Another difference is that in the book, we get to know what the character is thinking about all the time; in the movie, we only see what they sent home to their loved ones. In the movie, we don’t know what they’re thinking about all the time, we only know what they decided to send to their friends and family back home. They could have left out how they were really feeling or left out an important event just to spare the recipient of the letter worry. “I am all right, I am all right, I am all right, etc. ” (Kempner) This soldier is writing to his family about his injury, and he does not want them to worry for him.

What Fallen Angels does not portray is what happens to all of the characters a few years down the road. Many of them will have post-traumatic stress disorder (PTSD) and some will even commit suicide because of their fear and paranoia from being in combat. PTSD is a mental health condition that is caused by living through a traumatic event. Symptoms of PTSD are flashbacks, nightmares, and anxiety, though there are many more. “The noise was terrible. Every time a mortar went off, I jumped. I couldn’t help myself. The noise went into you. It touched part of you that were small and frightened and wanting your mommy. (Myers, 244)

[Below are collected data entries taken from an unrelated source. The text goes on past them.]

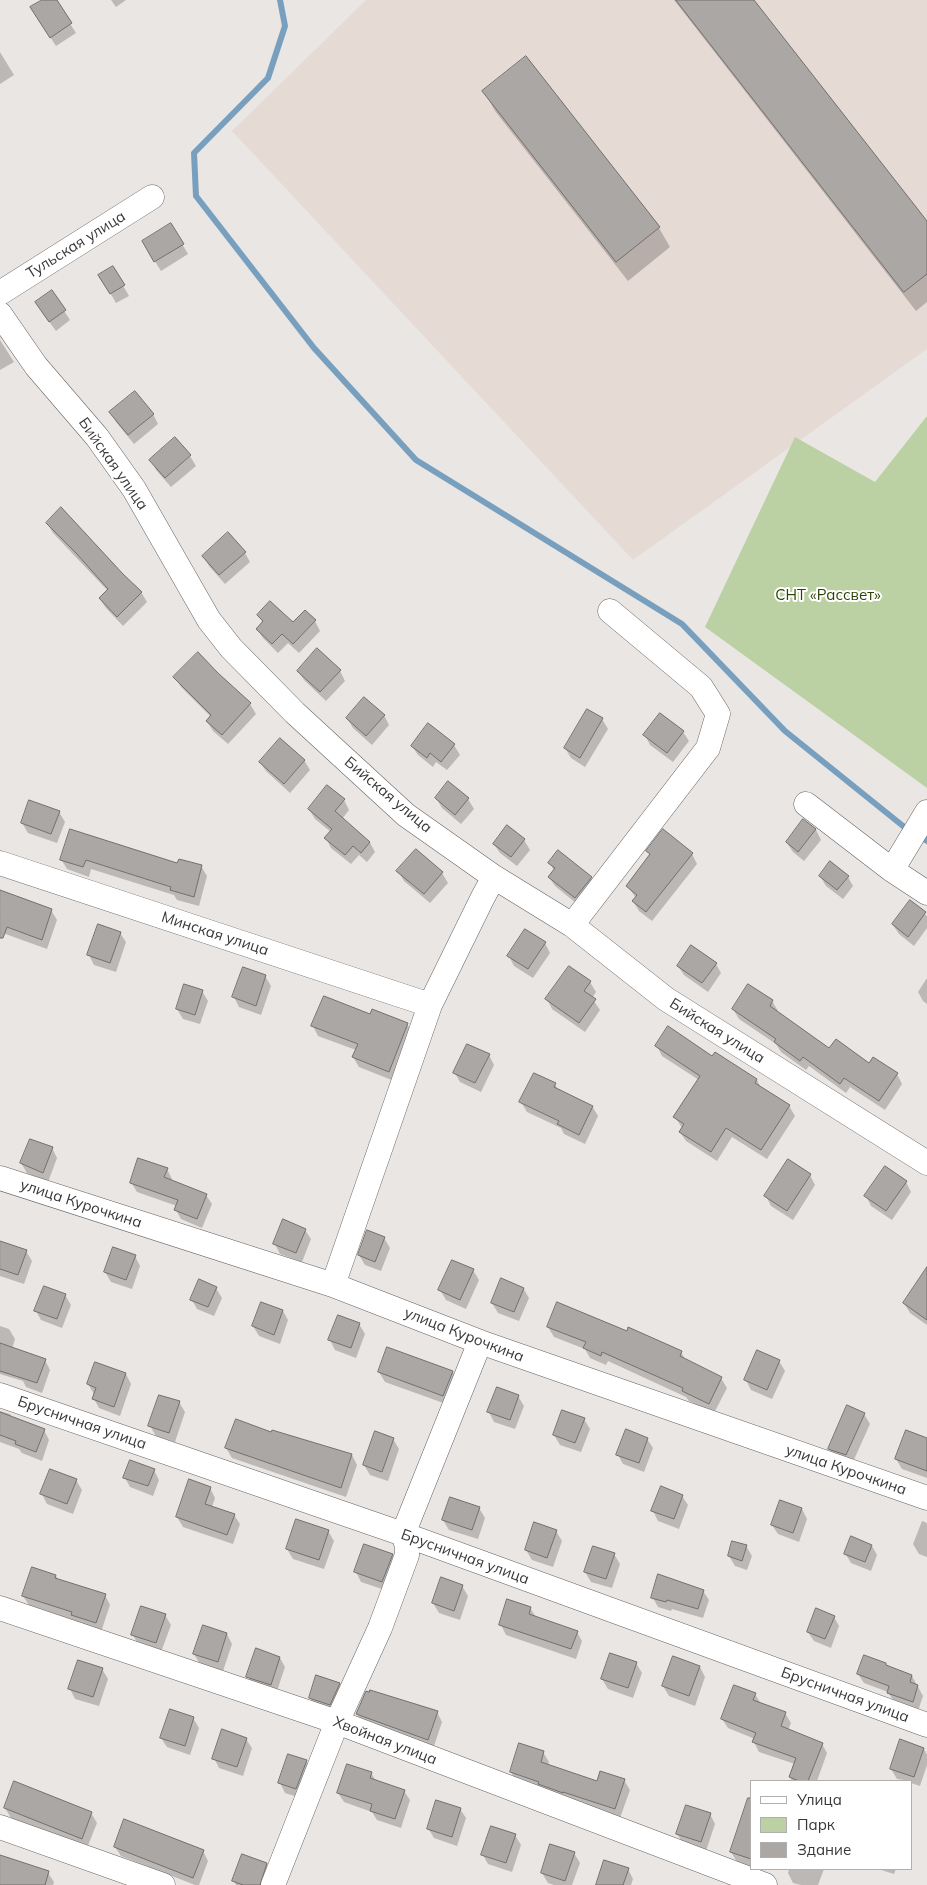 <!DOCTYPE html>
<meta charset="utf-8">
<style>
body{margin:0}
#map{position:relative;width:927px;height:1885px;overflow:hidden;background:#eae6e4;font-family:Mulish,sans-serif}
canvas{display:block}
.legend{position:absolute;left:750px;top:1780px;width:162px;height:90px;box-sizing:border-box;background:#fff;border:1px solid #b0afaf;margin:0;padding:6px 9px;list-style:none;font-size:15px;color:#393737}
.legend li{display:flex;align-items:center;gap:10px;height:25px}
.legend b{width:25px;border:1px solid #b0afaf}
</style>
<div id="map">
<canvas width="927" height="1885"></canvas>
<ul class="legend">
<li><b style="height:6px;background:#fff"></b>Улица</li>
<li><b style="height:14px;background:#bbd1a4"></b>Парк</li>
<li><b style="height:14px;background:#aba7a5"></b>Здание</li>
</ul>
</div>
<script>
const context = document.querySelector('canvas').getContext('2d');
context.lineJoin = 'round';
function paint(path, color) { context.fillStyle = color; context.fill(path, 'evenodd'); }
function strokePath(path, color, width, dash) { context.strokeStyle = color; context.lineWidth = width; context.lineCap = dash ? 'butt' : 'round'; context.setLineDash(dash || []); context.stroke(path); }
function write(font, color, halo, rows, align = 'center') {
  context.font = font + ' Mulish,sans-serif'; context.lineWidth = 4; context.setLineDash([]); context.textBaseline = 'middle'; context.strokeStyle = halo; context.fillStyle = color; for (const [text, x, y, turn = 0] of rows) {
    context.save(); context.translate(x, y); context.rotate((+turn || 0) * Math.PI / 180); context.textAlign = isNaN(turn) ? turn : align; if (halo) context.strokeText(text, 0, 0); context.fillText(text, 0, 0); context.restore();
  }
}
const built = new Path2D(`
 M366,0H927V349L633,560L232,131Z`);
const green = new Path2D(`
 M927,416V788L705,627L795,437L875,482Z`);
const shadow = new Path2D(`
 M44,0H55L76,33L56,46L37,17Z
 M111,0H126L116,7Z
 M674,0H753L927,223V302L916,311Z
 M0,52L14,75L0,84Z
 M526,58L659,228L670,247L628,281L495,111L484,91Z
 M171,225L188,254L161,271L143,242Z
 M113,268L129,296L116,303L100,275Z
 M52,292L70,320L56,331L42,312Z
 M0,340L14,362L0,370Z
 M111,413L153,414L158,424L134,444L116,422Z
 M175,439L190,456L196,466L171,487L156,470L151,460Z
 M47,523L122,575L141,592L147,602L123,626L106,608L100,599L108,591L53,533Z
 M245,553L250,562L225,584L209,566L203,556Z
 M258,615L293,624L315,621L320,631L299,653L288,643L278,653L263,638L257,629L263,623Z
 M298,671H340L345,681L326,701L304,680Z
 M217,674L250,704L256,714L228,744L213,731L207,721L211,717L181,687L175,677Z
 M384,715L389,725L372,745L353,728L347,718Z
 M602,719L608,729L585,767L571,758L565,748Z
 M683,732L689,741L673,762L650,745L645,735Z
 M454,745L460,755L447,770L436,762L433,767L418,755L412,746Z
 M304,760L310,770L290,793L266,771L260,762Z
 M436,798L468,799L474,809L461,824L442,808Z
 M344,800L349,810L342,819L370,843L375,852L367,862L359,855L351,864L331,848L326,838L331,832L315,819L309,809Z
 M59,812L65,822L57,843L28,833L22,823Z
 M804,821L816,830L821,840L804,861L793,852L787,843Z
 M71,830L178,865L201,866L207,876L199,906L177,900L174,895L91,869L89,877L67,869L61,859Z
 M524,840L530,850L517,866L500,853L494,844Z
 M416,850L442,873L448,883L430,903L404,881L398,871Z
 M648,851L692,854L697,864L652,921L639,911L633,901L636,898L628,887L651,856Z
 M550,863L591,878L596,887L581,907L555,886L549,877L554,871Z
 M820,876L848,877L853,886L843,899L826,886Z
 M0,892L51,910L57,920L47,949L0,932Z
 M910,901L927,916V928L914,946L899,934L893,925Z
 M120,933L126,942L116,972L94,965L89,955Z
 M545,943L550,953L533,978L514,966L509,956Z
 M716,964L721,973L708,992L684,975L678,966Z
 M569,968L590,982L596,992L592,998L600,1010L585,1032L552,1009L547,999Z
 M265,976L271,986L261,1015L239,1007L234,997Z
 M927,978V1004L923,1001L918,992Z
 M202,991L208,1001L200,1024L183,1019L177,1009Z
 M772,1001L778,1011L777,1013L830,1050L897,1074L902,1084L885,1110L850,1087L846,1093L809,1066L806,1070L781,1052L776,1044L739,1019L733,1009Z
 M370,1016L407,1024L413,1034L394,1081L359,1067L353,1057L356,1050L318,1036L313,1026Z
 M657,1046L713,1058L715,1054L757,1080L761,1088L789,1106L795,1116L767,1159L732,1137L717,1161L686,1141L680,1132L682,1128L675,1117L699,1080L662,1056Z
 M489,1055L494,1065L481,1092L460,1082L455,1073Z
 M555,1084L558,1090L592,1106L598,1116L585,1144L564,1134L561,1128L527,1112L521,1102Z
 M52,1148L57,1158L48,1182L27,1173L21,1163Z
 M167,1169L172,1179L171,1181L206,1195L212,1204L202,1228L181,1219L176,1210L177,1206L137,1192L131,1182Z
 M810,1175L815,1185L793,1220L771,1206L766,1196Z
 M906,1182L911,1192L892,1220L871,1206L866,1196Z
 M305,1230L311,1239L302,1262L280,1254L275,1244Z
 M384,1238L390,1248L381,1271L365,1265L359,1255Z
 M0,1242L26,1251L32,1261L24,1284L0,1276Z
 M135,1256L140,1266L132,1289L111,1282L105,1272Z
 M473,1270L479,1280L466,1309L446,1300L440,1290Z
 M927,1277V1325L910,1313L904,1303Z
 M216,1288L222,1298L214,1316L197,1309L192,1300Z
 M523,1288L529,1298L519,1321L498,1313L492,1303Z
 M65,1295L71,1305L62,1328L41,1320L36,1311Z
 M283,1311L288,1320L280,1344L259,1336L253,1326Z
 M359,1324L365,1334L356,1358L335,1350L330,1340Z
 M0,1326L9,1329L15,1339L12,1349L45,1360L50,1370L42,1393L26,1387L23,1381L0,1374Z
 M548,1327L681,1352L686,1361L721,1378L727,1388L714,1413L689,1401L686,1397L608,1361L606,1365L590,1358L585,1349L554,1337Z
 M388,1349L453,1372L458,1382L449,1405L385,1382L379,1372Z
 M779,1361L785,1371L772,1399L751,1390L746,1380Z
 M96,1364L126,1374L131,1384L120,1416L99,1408L94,1399V1394L88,1384Z
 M518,1396L524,1406L515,1429L494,1422L489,1412Z
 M179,1402L185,1412L175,1442L156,1436L150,1426Z
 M0,1411L10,1414L12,1418L44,1430L49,1440L42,1461L22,1453L19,1449L0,1442Z
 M864,1414L870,1424L852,1464L835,1458L829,1449Z
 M584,1419L590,1429L581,1452L560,1445L554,1435Z
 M273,1431L352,1455L357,1465L346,1497L232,1458L226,1448L272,1434Z
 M393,1439L399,1449L388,1481L370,1475L364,1465Z
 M647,1439L653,1448L644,1472L623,1464L618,1455Z
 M927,1439V1478L902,1469L896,1459Z
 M154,1470L159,1480L153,1496L130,1487L125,1478Z
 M76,1480L82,1490L73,1514L47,1504L42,1494Z
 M210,1488L215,1498L212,1507L234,1515L240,1524L233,1544L183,1527L177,1517Z
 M682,1496L688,1505L679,1529L658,1521L653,1511Z
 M479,1508L485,1518L478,1539L449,1530L443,1520Z
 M802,1509L807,1519L799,1542L778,1534L772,1525Z
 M922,1521L927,1523V1557L919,1554L913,1544Z
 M328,1531L334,1541L324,1569L293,1559L287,1549Z
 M556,1531L562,1541L553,1567L532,1560L526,1550Z
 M746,1546L752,1556L747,1570L735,1566L729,1556Z
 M872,1546L877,1555L871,1571L851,1563L845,1553Z
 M614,1554L620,1564L612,1588L591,1582L585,1572Z
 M392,1555L397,1565L388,1591L361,1582L356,1572Z
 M56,1576L58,1580L105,1595L110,1605L101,1632L78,1625L76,1621L29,1605L23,1596Z
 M462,1586L468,1596L460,1620L439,1613L433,1603Z
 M703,1591L709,1600L703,1618L672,1609L671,1611L658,1607L653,1598Z
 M530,1608L536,1617L577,1632L582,1641L576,1659L506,1635L501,1625Z
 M165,1615L171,1625L161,1652L138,1644L133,1635Z
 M834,1617L839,1626L831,1648L814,1641L808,1632Z
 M227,1634L232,1644L223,1671L200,1664L194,1654Z
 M280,1658L285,1667L276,1694L253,1686L248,1677Z
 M674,1658L700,1667L705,1677L695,1706L669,1696L663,1686Z
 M636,1663L642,1673L633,1698L608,1689L602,1679Z
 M887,1667L912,1676L923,1696L918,1711L894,1702L888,1692L864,1683L858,1674Z
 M102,1669L108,1679L99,1706L75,1699L70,1689Z
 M339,1684L345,1693L335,1714L316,1708L310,1698Z
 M755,1694L761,1704L785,1713L791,1723L788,1730L822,1744L827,1753L817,1781H792L790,1777L795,1764L759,1752L754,1742L755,1739L728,1728L722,1719Z
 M437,1712L442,1722L433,1749L363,1724L357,1714Z
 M193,1718L199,1728L190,1755L167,1747L161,1738Z
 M246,1739L252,1748L243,1776L219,1768L214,1758Z
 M924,1749L927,1755V1765L920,1786L911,1783V1781L897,1779L891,1769Z
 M543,1752L549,1762L548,1766L598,1782L624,1780L630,1790L620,1818L517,1782L511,1772Z
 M306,1761L312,1771L301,1798L285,1793L280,1783Z
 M371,1773L376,1781L404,1791L410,1800L401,1828L377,1820L372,1812L344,1802L338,1793Z
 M5,1808L91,1813L97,1823L87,1848L11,1818Z
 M460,1809L466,1818L457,1846L434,1838L428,1828Z
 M710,1814L715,1824L706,1851L683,1843L677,1834Z
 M740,1825L751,1829V1867L737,1862L731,1852Z
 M515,1835L521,1845L512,1872L488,1864L483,1855Z
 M115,1847L203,1851L208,1861L199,1885H195L121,1856Z
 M574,1853L580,1863L572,1885H554L548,1883L542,1873Z
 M0,1859L48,1873L54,1882L53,1885H0Z
 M266,1864L272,1874L267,1885H236L234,1881Z
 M628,1869L633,1879L631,1885H597Z
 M789,1869H824L818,1885H801L793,1883L788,1873Z
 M878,1869H896L894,1874Z`);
const stream = new Path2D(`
 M280,0L285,26L268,78L194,153L196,196L314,348L416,460L682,624L785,731L908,830L927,841`);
const building = new Path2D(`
 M42,0H57L72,23L50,38L30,7Z
 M676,0H754L927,221V274L904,292Z
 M526,56L660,227L616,262L482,91Z
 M171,223L184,244L154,262L142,241Z
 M113,266L125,285L110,294L98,275Z
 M52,290L66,310L49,322L35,302Z
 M135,391L154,414L128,435L109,412Z
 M175,437L191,455L165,478L149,460Z
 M61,507L123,574L142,592L117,617L99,598L108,589L76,553L46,523Z
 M228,532L246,552L219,575L202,556Z
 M270,601L293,622L305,610L316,620L293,644L282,634L272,644L256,629L263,621L257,615Z
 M317,648L341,670L320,692L297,671Z
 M198,652L218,673L251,703L222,735L206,721L211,715L173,677Z
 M364,697L385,715L366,736L346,718Z
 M587,709L603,718L580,758L564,748Z
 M660,713L684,731L667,753L643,735Z
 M428,723L455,744L441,762L430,753L427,758L411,746Z
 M280,738L305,760L284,784L259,762Z
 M448,781L469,798L455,815L435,798Z
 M327,785L345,799L335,811L370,842L361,853L353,846L345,855L324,838L332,829L308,809Z
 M29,800L60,811L51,834L21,823Z
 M803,819L816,829L798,852L786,842Z
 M507,825L525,839L511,857L493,844Z
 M70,829L177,863L179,859L202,865L194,897L170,890L171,887L86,860L83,867L60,860Z
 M663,829L693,853L646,912L632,901L637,895L626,886L650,854L646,851Z
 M416,849L443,872L424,894L396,871Z
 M558,850L592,877L575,898L548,877L555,868L548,863Z
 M830,861L849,876L837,890L819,876Z
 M0,890L52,909L42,940L7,927L3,938H0Z
 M910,900L926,912L908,937L892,924Z
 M98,924L121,932L110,963L87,955Z
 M525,929L546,942L528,969L507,956Z
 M691,945L717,963L702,983L677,966Z
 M569,966L591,981L584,991L596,999L579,1023L545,999Z
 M243,967L266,975L256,1006L232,997Z
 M184,984L203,990L195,1015L176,1009Z
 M748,984L773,1000L770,1006L829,1048L836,1039L869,1063L873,1057L898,1073L879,1101L844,1078L840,1084L803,1057L800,1061L774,1042L776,1039L732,1009Z
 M324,996L370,1014L372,1009L408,1023L389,1072L352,1057L358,1044L311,1026Z
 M668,1026L712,1056L715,1052L757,1079L755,1083L790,1105L761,1150L726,1128L711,1152L679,1132L684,1124L673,1117L700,1076L655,1046Z
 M467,1044L490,1054L475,1083L453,1073Z
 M534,1073L556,1083L554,1087L593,1106L579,1135L557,1124L559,1121L519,1102Z
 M30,1139L53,1147L43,1173L20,1163Z
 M138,1158L168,1168L164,1177L207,1194L197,1219L174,1210L178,1200L130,1183Z
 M788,1159L811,1174L787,1211L764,1196Z
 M885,1166L907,1181L886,1211L864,1196Z
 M283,1219L306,1229L296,1253L273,1244Z
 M367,1230L385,1237L375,1262L358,1255Z
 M0,1241L27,1250L18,1275L0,1269Z
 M113,1247L136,1255L126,1280L104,1272Z
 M452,1260L474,1269L460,1300L438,1290Z
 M927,1267V1320L903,1303Z
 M501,1278L524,1288L514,1312L491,1303Z
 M199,1279L217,1287L208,1307L190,1300Z
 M44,1286L66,1294L57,1319L34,1311Z
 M261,1302L283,1310L274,1335L252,1326Z
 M557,1302L627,1331L628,1327L682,1351L680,1356L722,1377L709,1404L682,1391L683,1388L602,1352L601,1356L583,1348L586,1342L547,1327Z
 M338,1315L360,1323L351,1348L328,1340Z
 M0,1343L46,1359L37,1383L0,1371Z
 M387,1347L453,1371L443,1396L378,1372Z
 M757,1350L780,1360L767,1390L744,1380Z
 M95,1362L126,1373L114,1407L92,1399L96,1388L87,1384Z
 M497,1387L519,1395L510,1420L487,1412Z
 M159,1395L180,1401L169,1433L148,1426Z
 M847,1405L865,1413L846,1455L828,1449Z
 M562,1410L585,1418L575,1443L553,1435Z
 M0,1412L45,1429L36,1452L15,1444L16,1441L0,1435Z
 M236,1419L271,1432L272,1430L352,1454L341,1488L225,1448Z
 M626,1429L648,1438L639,1463L616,1455Z
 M906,1430L927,1438V1471L895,1459Z
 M375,1431L394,1438L382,1472L363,1465Z
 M130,1460L155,1469L148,1486L123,1478Z
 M50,1469L77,1479L67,1504L40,1494Z
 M189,1479L211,1487L205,1504L235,1514L227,1535L176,1517Z
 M661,1486L683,1495L674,1519L651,1511Z
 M450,1497L480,1507L472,1530L442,1520Z
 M780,1500L802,1508L793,1533L771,1525Z
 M296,1519L329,1530L319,1560L286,1549Z
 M534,1522L557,1530L547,1558L525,1550Z
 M851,1536L872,1545L865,1562L844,1554Z
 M732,1541L747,1545L742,1561L728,1556Z
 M364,1544L393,1554L382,1582L354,1572Z
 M593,1546L615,1553L606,1579L584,1572Z
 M32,1567L56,1575L55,1578L106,1594L96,1623L71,1615L72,1612L22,1596Z
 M658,1574L704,1590L698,1609L667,1600L666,1602L651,1598Z
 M441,1577L463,1585L454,1611L432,1603Z
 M507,1599L531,1607L529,1614L578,1631L571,1649L499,1625Z
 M141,1606L166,1614L156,1643L131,1635Z
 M816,1608L835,1616L825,1639L807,1632Z
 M203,1625L227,1633L218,1662L193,1654Z
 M256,1648L280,1657L271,1685L246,1677Z
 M610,1653L637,1662L628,1688L601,1679Z
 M864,1655L886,1663V1665L912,1675L910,1682L918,1685L913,1702L887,1693L889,1686L857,1674Z
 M673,1656L700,1666L689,1696L662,1686Z
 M78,1660L103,1668L93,1697L68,1689Z
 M316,1675L340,1683L330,1705L309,1698Z
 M734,1685L756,1693L753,1700L786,1712L781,1726L823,1743L808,1781H799L789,1777L796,1758L752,1742L756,1733L721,1719Z
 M370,1690L438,1711L428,1740L356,1714L366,1691L369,1692Z
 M170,1709L194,1717L185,1746L160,1738Z
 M222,1729L247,1738L237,1767L212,1759Z
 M900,1739L924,1748L914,1777L890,1769Z
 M519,1743L544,1751L541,1762L597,1781L600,1771L625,1779L615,1809L563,1792V1793L538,1784L539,1782L510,1772Z
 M288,1754L307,1760L296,1789L278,1783Z
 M347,1764L372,1772L370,1778L405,1790L395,1819L370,1811L372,1804L337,1793Z
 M14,1781L92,1812L82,1839L4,1808Z
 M748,1798H751V1859L730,1852Z
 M436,1800L461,1808L452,1837L427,1829Z
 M686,1805L711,1813L701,1842L676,1834Z
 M124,1819L204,1850L193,1878L114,1847Z
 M491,1826L516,1834L506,1863L481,1855Z
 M550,1844L575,1852L565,1881L541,1873Z
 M242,1854L267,1863L260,1885H243L232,1881Z
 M0,1855L49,1871L45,1885H0Z
 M604,1860L629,1868L623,1885H596Z`);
const minor = new Path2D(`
 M0,293L152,197
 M0,314L36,366L97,437L134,489L209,620L231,648L295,713L406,815L494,877L572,925L666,999L927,1163
 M806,804L892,870L927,893
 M0,863L430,1005
 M892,870L927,812
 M572,925L708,748L718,714L701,687L610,611
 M0,1178L333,1285L480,1342L927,1498
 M333,1285L430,1005L483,897L494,877
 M0,1395L403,1534L927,1725
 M0,1608L337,1722L765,1885
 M0,1827L163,1885
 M273,1885L337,1722L380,1628L407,1555V1546L403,1534L480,1342`);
const streetNames = [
 ["Тульская улица",76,245,-32],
 ["Бийская улица",113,464,55],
 ["Бийская улица",388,795,40],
 ["Минская улица",215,934,18],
 ["Бийская улица",717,1031,32],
 ["улица Курочкина",81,1204,18],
 ["улица Курочкина",464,1335,21],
 ["Брусничная улица",82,1423,19],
 ["улица Курочкина",846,1470,19],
 ["Брусничная улица",465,1557,20],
 ["Брусничная улица",845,1695,20],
 ["Хвойная улица",385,1741,21]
];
const parkNames = [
 ["СНТ «Рассвет»",828,595]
];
paint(built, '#e6dad4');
paint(green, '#bbd1a4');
paint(shadow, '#0003');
strokePath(stream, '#78a0be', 6);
paint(building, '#aba7a5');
strokePath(building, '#736f6d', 1);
strokePath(minor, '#666361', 25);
strokePath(minor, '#fff', 24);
write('15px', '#393737', '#fff', streetNames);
write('15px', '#2c4403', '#fff', parkNames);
</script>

This quote shows how terrifying war can be for the young soldiers, Perry is showing early signs of PTSD. At least 30% of Vietnam veterans have suffered from PTSD after being deployed, and 85% of those diagnosed still suffer from PTSD, even 30 years after the war ended. Some of the soldiers who suffer from PTSD will never be the same as they were before the war. Research has shown the awful effects of the Vietnam War on the young soldiers minds, The novel Fallen Angels and the movie “Dear America: Letters Home” are similar in this representation, but there are also some slight differences in the two.

War has ling lasting effects on the soldiers that can be very damaging to their young and innocent minds. Though the novel Fallen Angels is a very realistic work of fiction, it is still a work of fiction, and some things in the book could not even compare to the real tragedies of war. The movie “Dear America: Letters Home” is very similar in its portrayal of wat, but there are also some small differences.